And so it goes with crypto. Since the beginning of the year, this is how the top 10 currencies have faired:

# Name Symbol Week 1 Week 22 % Change
1 Bitcoin BTC $17,131.27 $6,400.32 -62.64%
2 Ripple XRP $3.19 $0.33 -89.66%
3 Ethereum ETH $1,097.65 $295.90 -73.04%
4 Bitcoin Cash BCH $2,881.03 $553.01 -80.81%
5 Cardano ADA $1.01 $0.0997 -90.12%
6 Litecoin LTC $300.10 $57.08 -80.98%
7 NEM XEM $1.67 $0.1064 -93.63%
8  Stellar XLM $0.71 $0.2242 -68.36%
9 TRON TRX $0.17 $0.0215 -87.37%
10 IOTA MIOTA $4.01 $0.4960 -87.63%

And this doesn’t even fully capture the highs at the end of 2017 when Bitcoin was at $20,000. Bitcoin has been the “best” performer with only a 62% loss.

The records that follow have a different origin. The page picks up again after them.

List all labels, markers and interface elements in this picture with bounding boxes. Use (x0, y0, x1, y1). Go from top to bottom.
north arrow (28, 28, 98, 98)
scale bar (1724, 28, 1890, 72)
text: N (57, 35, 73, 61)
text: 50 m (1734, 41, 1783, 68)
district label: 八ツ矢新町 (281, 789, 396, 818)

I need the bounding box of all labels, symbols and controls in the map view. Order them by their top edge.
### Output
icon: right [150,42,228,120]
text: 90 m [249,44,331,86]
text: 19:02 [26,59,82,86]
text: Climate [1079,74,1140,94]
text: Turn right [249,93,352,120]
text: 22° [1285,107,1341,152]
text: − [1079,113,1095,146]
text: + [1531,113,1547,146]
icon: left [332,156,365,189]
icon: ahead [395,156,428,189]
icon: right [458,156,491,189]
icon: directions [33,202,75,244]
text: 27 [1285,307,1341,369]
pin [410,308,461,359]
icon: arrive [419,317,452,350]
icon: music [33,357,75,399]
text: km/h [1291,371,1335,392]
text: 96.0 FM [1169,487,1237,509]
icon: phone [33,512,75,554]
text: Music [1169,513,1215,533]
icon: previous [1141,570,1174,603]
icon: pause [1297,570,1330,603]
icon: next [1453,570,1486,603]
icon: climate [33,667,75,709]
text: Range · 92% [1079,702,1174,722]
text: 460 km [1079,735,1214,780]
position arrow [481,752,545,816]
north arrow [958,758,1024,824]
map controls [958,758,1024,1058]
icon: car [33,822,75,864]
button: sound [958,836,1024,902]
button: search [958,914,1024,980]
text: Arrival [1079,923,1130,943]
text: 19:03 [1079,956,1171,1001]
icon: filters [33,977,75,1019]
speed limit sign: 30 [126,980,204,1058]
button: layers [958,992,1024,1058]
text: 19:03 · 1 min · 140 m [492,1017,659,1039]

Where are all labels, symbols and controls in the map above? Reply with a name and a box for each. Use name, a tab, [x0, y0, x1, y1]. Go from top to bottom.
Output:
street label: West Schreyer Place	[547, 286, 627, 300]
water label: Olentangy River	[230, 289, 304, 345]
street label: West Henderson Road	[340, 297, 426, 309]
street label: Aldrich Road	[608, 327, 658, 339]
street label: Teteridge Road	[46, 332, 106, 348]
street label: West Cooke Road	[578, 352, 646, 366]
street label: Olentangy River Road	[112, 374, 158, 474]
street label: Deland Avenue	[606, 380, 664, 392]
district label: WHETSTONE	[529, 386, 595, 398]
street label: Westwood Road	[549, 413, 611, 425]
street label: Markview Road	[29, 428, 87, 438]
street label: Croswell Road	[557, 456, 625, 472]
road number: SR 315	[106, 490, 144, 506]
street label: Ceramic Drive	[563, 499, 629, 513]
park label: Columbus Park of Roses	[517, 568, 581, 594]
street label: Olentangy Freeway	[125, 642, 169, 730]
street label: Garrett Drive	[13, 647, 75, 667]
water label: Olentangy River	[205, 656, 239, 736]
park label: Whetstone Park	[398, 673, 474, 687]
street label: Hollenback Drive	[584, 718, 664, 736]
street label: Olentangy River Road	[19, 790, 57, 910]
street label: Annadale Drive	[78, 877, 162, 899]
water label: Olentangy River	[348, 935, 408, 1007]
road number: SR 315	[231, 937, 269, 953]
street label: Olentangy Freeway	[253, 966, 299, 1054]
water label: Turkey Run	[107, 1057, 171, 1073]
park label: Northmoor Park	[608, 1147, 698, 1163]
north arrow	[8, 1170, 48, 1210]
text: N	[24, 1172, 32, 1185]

This makes the 2008 financial crisis sound like a bad day at the office.

What are lessons to be learned here? When people talk about investing in bitcoin 101, they always say “don’t invest what you can’t afford to lose”. That’s easier said than done when returns are going to the moon. The NY Times had a sad article about folks losing their life savings. So how much have I lost? Based on CoinTracking, I’m down about 70% of my initial investment. There’s no way to sugarcoat it, it’s a pretty bad investment. But taking a step back, my original investment was less than 1% of my net worth. I wouldn’t recommend putting more than 5% of one’s net worth into something as speculative as bitcoin, and probably closer to 1%. Fortunately, the other 99% of my investments has increased about 6% so far this year, so overall my year has been doing fine. So my crypto investment will serve as a good reminder to myself of the volatility that is bitcoin.

Does that mean I’m going to sell what’s left of my crypto? Maybe I should. But at this point, I’m just going to let it ride. I still have a small chunk of change so I could call it quits, but this the technology is still fascinating and having some money invested into crypto will help me continue following the news. And I still believe that the crypto markets will come back up. Maybe not to their all-time highs of Dec 2017-Jan 2018, but there is still money to be made.


What the fork? Get your free coins


Last week Litecoin Cash forked from Litecoin. A fork occurs when developers want to modify the code of a coin and create a new coin. Often this is due to disagreement among developers about how a coin should operate. For example, Bitcoin cash is supposed to be a faster, cheaper version of bitcoin. Sometimes modifications are substantial, such as with Bitcoin Cash. Other times the changes are smaller, like with Litecoin Cash and Litecoin.

The great things about forks is that it’s a chance to get free coins. Developers take a snapshot of the old coin’s blockchain right before the fork takes place. Whichever wallets have the old coin at that snapshot will also be eligible to receive an amount of the new coin. For Litecoin Cash, for every Litecoin you held, you will get 10 Litecoin Cash. Similarly when Bitcoin Cash forked from Bitcoin, for every 1 bitcoin someone held, they received 1 bitcoin cash.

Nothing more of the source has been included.